*** Block opens ***

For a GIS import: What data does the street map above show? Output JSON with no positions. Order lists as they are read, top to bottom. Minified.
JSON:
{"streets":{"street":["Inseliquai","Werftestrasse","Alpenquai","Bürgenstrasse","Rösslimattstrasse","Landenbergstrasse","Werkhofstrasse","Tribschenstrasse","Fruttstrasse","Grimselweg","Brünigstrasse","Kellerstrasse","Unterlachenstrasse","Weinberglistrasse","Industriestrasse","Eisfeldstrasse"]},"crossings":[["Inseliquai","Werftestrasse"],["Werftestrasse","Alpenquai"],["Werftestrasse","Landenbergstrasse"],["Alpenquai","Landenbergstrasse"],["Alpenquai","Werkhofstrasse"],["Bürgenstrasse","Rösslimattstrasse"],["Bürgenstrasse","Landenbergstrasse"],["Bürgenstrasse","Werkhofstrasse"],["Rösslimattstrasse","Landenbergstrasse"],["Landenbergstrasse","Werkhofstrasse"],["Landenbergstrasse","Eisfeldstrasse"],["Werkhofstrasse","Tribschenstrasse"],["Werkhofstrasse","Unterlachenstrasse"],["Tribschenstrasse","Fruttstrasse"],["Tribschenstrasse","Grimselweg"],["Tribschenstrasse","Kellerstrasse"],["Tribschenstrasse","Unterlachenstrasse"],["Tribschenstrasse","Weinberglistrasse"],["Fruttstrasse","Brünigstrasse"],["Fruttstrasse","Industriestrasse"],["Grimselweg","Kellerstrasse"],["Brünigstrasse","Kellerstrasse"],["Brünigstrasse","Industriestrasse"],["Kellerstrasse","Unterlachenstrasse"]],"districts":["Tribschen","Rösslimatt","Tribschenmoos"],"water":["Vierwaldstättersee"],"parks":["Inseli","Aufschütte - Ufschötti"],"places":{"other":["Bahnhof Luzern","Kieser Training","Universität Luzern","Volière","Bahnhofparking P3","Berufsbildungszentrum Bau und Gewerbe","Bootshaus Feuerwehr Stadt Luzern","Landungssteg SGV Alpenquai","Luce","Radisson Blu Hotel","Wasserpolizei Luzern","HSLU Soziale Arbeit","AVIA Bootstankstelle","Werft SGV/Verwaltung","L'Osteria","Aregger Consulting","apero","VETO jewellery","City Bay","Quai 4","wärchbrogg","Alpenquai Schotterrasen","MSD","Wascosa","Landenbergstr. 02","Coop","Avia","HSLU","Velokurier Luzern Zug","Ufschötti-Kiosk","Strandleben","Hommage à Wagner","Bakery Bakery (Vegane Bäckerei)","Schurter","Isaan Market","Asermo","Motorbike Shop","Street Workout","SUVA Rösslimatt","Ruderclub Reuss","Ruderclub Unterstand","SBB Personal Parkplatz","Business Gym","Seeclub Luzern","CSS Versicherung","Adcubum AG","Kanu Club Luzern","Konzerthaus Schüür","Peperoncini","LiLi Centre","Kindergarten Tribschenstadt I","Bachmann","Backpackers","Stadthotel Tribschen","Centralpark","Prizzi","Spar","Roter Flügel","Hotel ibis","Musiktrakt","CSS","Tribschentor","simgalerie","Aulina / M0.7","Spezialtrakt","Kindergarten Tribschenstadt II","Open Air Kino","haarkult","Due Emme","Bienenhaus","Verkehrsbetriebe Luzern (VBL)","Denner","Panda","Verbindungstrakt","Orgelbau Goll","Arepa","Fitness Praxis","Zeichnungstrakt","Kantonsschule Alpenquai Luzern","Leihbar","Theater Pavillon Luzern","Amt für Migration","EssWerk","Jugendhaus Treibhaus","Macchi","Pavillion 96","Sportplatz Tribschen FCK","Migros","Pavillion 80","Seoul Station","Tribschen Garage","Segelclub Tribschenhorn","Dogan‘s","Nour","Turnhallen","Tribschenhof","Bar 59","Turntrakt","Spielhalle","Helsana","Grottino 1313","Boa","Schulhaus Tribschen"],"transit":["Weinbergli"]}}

*** Block closes ***

### TASK DIRECTIONS
Word for word, copy out all the data given above.

### ANSWER SECTION
For a GIS import: What data does the street map above show? Output JSON with no positions. Order lists as they are read, top to bottom. Minified.
JSON:
{"streets":{"street":["Inseliquai","Werftestrasse","Alpenquai","Bürgenstrasse","Rösslimattstrasse","Landenbergstrasse","Werkhofstrasse","Tribschenstrasse","Fruttstrasse","Grimselweg","Brünigstrasse","Kellerstrasse","Unterlachenstrasse","Weinberglistrasse","Industriestrasse","Eisfeldstrasse"]},"crossings":[["Inseliquai","Werftestrasse"],["Werftestrasse","Alpenquai"],["Werftestrasse","Landenbergstrasse"],["Alpenquai","Landenbergstrasse"],["Alpenquai","Werkhofstrasse"],["Bürgenstrasse","Rösslimattstrasse"],["Bürgenstrasse","Landenbergstrasse"],["Bürgenstrasse","Werkhofstrasse"],["Rösslimattstrasse","Landenbergstrasse"],["Landenbergstrasse","Werkhofstrasse"],["Landenbergstrasse","Eisfeldstrasse"],["Werkhofstrasse","Tribschenstrasse"],["Werkhofstrasse","Unterlachenstrasse"],["Tribschenstrasse","Fruttstrasse"],["Tribschenstrasse","Grimselweg"],["Tribschenstrasse","Kellerstrasse"],["Tribschenstrasse","Unterlachenstrasse"],["Tribschenstrasse","Weinberglistrasse"],["Fruttstrasse","Brünigstrasse"],["Fruttstrasse","Industriestrasse"],["Grimselweg","Kellerstrasse"],["Brünigstrasse","Kellerstrasse"],["Brünigstrasse","Industriestrasse"],["Kellerstrasse","Unterlachenstrasse"]],"districts":["Tribschen","Rösslimatt","Tribschenmoos"],"water":["Vierwaldstättersee"],"parks":["Inseli","Aufschütte - Ufschötti"],"places":{"other":["Bahnhof Luzern","Kieser Training","Universität Luzern","Volière","Bahnhofparking P3","Berufsbildungszentrum Bau und Gewerbe","Bootshaus Feuerwehr Stadt Luzern","Landungssteg SGV Alpenquai","Luce","Radisson Blu Hotel","Wasserpolizei Luzern","HSLU Soziale Arbeit","AVIA Bootstankstelle","Werft SGV/Verwaltung","L'Osteria","Aregger Consulting","apero","VETO jewellery","City Bay","Quai 4","wärchbrogg","Alpenquai Schotterrasen","MSD","Wascosa","Landenbergstr. 02","Coop","Avia","HSLU","Velokurier Luzern Zug","Ufschötti-Kiosk","Strandleben","Hommage à Wagner","Bakery Bakery (Vegane Bäckerei)","Schurter","Isaan Market","Asermo","Motorbike Shop","Street Workout","SUVA Rösslimatt","Ruderclub Reuss","Ruderclub Unterstand","SBB Personal Parkplatz","Business Gym","Seeclub Luzern","CSS Versicherung","Adcubum AG","Kanu Club Luzern","Konzerthaus Schüür","Peperoncini","LiLi Centre","Kindergarten Tribschenstadt I","Bachmann","Backpackers","Stadthotel Tribschen","Centralpark","Prizzi","Spar","Roter Flügel","Hotel ibis","Musiktrakt","CSS","Tribschentor","simgalerie","Aulina / M0.7","Spezialtrakt","Kindergarten Tribschenstadt II","Open Air Kino","haarkult","Due Emme","Bienenhaus","Verkehrsbetriebe Luzern (VBL)","Denner","Panda","Verbindungstrakt","Orgelbau Goll","Arepa","Fitness Praxis","Zeichnungstrakt","Kantonsschule Alpenquai Luzern","Leihbar","Theater Pavillon Luzern","Amt für Migration","EssWerk","Jugendhaus Treibhaus","Macchi","Pavillion 96","Sportplatz Tribschen FCK","Migros","Pavillion 80","Seoul Station","Tribschen Garage","Segelclub Tribschenhorn","Dogan‘s","Nour","Turnhallen","Tribschenhof","Bar 59","Turntrakt","Spielhalle","Helsana","Grottino 1313","Boa","Schulhaus Tribschen"],"transit":["Weinbergli"]}}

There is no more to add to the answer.